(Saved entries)
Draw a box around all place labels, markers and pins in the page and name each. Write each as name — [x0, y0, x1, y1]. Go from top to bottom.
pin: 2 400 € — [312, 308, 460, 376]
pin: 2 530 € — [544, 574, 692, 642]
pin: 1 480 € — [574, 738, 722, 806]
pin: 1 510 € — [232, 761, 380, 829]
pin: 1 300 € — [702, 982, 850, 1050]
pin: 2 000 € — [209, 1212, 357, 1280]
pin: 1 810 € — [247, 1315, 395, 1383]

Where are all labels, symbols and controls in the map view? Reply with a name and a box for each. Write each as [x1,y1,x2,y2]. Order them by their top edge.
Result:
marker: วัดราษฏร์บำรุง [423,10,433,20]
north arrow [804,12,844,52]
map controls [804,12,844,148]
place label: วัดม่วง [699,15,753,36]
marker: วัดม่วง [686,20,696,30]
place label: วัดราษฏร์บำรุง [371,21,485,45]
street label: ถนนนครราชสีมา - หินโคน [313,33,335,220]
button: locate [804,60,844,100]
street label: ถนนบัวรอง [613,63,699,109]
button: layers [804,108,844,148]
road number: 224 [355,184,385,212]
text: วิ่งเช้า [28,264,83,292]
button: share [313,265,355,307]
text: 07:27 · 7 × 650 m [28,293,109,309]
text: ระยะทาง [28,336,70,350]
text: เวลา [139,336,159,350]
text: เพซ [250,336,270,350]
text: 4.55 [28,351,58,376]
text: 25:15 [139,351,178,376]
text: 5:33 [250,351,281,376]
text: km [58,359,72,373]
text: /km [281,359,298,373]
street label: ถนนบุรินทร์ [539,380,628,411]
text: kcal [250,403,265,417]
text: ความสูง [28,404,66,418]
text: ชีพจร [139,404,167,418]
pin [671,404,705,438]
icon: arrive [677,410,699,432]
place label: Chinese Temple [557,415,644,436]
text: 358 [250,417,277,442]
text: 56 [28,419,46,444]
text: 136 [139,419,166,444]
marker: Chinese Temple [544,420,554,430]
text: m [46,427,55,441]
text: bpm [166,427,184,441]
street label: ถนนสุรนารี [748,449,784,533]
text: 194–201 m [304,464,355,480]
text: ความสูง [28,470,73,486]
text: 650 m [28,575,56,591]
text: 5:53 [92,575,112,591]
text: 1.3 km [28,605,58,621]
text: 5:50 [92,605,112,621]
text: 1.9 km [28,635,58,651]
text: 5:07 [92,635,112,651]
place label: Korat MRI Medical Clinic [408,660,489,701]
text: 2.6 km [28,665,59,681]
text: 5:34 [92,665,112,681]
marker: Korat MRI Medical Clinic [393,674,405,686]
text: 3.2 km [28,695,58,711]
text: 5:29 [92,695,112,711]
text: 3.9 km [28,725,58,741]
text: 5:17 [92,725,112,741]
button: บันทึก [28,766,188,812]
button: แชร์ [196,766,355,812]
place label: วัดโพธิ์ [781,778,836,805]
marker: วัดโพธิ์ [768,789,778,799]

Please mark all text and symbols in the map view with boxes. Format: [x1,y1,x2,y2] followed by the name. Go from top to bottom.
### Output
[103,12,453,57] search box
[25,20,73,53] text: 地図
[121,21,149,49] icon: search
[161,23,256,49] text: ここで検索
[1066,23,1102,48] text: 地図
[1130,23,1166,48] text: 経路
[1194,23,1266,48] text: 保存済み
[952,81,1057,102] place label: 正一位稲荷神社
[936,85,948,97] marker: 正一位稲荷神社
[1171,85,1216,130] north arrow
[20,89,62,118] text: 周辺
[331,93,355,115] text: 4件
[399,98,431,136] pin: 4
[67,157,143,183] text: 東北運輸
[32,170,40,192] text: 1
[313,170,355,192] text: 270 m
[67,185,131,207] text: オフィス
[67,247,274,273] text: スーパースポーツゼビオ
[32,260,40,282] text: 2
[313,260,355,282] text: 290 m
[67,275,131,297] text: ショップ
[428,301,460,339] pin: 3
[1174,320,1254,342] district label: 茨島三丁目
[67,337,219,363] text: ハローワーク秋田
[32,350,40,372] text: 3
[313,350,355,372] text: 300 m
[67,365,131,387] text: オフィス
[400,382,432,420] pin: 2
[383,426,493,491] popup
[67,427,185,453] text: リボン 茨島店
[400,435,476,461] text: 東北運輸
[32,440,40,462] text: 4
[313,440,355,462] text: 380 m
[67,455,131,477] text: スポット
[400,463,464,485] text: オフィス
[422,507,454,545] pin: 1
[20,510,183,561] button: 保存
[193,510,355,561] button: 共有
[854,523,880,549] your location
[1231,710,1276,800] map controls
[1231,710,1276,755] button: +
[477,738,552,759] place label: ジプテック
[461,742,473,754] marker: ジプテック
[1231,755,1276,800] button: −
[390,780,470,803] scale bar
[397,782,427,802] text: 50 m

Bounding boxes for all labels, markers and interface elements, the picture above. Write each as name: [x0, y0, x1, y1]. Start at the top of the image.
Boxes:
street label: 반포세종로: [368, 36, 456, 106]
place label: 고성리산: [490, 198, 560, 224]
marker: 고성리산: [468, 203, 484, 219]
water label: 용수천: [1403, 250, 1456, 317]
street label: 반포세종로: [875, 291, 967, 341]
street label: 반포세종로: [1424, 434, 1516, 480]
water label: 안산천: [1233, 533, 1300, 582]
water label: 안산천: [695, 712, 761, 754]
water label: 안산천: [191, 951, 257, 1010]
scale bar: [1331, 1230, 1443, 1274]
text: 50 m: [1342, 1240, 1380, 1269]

What needs to be done
Answer with the number alone: how many lines in the records include the word "ジプテック"?

The answer
2